"Narf Industries" info@narfindustries.com
Narf Industries (NRFIN)
Confident Authentication Terminal (CAT) provides real time RAM access for remote auditors. CAT is a client for a fictional CAT protocol designed for use in regulation-heavy industries, such as the gaming industry, where regulatory bodies need to be able to query RAM contents on demand.
CAT provides legitimate mechanisms to (R)ead and (W)rite most of the virtual address space, but is not supposed to provide a means to introduce and cause execution of externally provided instructions. In other words, there are many ways to cause a SIGSEGV, but few ways to do anything useful with it.

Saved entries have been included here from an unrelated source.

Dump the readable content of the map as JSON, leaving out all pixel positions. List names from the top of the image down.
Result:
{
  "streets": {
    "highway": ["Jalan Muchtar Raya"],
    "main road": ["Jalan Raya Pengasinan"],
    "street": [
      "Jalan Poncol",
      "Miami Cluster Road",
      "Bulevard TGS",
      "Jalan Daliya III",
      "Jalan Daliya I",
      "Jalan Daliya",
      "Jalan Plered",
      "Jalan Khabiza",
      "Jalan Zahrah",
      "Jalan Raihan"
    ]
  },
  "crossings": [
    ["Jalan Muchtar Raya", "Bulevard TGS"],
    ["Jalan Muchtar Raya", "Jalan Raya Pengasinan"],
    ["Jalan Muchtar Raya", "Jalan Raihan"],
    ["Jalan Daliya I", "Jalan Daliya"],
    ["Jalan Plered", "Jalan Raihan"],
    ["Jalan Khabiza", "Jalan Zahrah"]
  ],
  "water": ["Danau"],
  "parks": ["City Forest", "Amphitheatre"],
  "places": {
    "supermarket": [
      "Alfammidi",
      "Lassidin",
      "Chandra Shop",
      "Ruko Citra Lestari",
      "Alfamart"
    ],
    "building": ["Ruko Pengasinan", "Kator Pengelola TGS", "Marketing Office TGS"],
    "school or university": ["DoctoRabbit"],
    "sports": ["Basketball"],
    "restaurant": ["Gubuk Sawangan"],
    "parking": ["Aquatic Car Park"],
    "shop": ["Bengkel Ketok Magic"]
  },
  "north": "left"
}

Notably, direct (R)eads to the FLAG page, which simulates protected proprietary information are disallowed.
This CB, the CAT client, allows for (W)rites to its .data segment. This is not specified by the CAT protocol and is, in fact, an implementation error. This allowance is the basis of the vulnerability. Patched variants disallow such access and send an error response.
Absent the ability to (W)rite to the .data segment, it should become infeasible to redirect control flow to unintended locations.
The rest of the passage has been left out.